ABOUT THIS TASK =>
Establish how many lines below contain the string "Where". Respond with that number alone.

*** DATA PROVIDED Section Begins ***

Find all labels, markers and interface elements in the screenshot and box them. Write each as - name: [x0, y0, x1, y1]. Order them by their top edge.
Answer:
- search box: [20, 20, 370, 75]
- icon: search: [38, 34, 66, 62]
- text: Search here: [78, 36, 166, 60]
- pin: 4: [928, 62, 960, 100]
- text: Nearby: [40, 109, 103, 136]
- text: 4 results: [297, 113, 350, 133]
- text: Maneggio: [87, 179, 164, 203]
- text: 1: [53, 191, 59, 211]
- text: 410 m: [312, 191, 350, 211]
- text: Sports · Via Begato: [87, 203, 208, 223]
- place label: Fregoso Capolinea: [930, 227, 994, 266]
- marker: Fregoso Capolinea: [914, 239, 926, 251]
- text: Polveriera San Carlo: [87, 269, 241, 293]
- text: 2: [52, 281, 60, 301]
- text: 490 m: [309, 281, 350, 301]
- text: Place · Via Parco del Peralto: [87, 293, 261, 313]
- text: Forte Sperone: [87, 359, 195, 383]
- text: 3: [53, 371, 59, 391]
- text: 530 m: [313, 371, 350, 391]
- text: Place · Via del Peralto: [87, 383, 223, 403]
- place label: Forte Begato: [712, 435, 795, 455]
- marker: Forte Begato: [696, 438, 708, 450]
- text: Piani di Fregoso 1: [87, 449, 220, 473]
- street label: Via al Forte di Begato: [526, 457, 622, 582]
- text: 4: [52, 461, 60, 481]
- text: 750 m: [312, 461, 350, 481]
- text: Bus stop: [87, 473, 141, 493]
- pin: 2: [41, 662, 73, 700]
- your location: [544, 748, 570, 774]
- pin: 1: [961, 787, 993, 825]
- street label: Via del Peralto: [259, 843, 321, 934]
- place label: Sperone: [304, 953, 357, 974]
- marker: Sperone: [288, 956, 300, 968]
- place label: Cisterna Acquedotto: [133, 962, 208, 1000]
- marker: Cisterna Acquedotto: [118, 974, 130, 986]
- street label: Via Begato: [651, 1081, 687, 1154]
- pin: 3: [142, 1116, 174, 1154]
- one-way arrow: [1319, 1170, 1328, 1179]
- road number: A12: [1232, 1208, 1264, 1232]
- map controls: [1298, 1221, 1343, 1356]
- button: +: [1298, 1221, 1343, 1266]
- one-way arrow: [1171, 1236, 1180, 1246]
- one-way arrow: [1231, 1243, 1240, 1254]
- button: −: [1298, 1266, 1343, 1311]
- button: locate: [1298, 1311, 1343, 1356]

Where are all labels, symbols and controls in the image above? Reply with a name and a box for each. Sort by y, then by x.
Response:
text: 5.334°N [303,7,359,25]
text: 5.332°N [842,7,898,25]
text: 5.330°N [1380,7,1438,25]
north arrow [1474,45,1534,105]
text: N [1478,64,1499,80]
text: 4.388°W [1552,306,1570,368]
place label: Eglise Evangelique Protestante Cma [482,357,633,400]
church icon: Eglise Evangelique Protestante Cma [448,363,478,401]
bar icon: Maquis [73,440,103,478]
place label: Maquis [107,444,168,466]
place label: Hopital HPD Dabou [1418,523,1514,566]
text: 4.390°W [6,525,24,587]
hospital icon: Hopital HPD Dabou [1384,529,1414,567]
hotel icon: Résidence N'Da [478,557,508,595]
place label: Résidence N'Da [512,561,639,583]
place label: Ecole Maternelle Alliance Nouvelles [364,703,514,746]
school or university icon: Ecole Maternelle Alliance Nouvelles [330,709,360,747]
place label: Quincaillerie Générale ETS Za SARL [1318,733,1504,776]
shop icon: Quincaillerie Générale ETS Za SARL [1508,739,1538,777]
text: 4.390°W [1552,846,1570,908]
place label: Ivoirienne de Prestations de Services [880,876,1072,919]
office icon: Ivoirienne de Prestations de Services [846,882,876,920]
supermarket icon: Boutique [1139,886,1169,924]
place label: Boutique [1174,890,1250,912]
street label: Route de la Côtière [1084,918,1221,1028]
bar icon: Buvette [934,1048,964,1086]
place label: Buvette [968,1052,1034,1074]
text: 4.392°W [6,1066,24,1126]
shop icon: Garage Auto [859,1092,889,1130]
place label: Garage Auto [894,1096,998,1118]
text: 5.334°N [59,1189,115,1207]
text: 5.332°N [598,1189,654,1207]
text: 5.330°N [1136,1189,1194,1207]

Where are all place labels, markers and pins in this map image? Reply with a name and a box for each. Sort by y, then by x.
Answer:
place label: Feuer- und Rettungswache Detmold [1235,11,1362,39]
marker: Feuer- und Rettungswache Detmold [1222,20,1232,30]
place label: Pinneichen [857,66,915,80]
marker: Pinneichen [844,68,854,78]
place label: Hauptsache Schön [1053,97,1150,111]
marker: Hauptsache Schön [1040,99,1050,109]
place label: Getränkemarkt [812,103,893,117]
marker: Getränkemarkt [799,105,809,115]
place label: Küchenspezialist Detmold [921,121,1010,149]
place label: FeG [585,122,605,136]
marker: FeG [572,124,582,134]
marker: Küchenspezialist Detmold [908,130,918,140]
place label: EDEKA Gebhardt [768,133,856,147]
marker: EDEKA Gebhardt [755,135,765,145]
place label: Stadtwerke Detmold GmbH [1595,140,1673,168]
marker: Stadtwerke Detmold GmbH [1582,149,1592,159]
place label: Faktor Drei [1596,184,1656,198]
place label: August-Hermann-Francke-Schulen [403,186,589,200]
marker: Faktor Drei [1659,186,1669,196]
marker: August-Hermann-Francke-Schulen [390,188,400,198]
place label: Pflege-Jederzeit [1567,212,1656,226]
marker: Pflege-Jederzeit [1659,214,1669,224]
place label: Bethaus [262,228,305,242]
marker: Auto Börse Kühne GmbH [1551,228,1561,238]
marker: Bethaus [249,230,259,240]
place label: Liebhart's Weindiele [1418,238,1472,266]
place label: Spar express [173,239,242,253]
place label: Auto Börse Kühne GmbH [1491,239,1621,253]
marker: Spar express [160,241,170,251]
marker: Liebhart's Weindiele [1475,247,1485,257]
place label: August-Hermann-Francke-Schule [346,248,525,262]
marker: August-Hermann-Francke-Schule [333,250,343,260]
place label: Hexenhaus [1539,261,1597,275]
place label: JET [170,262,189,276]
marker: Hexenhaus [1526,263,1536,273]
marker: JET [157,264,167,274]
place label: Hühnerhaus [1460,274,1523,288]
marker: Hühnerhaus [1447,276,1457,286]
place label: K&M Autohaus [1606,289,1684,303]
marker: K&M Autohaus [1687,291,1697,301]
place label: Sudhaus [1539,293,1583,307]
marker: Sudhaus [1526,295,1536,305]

*** DATA PROVIDED Section Ends ***

REPLY =>
2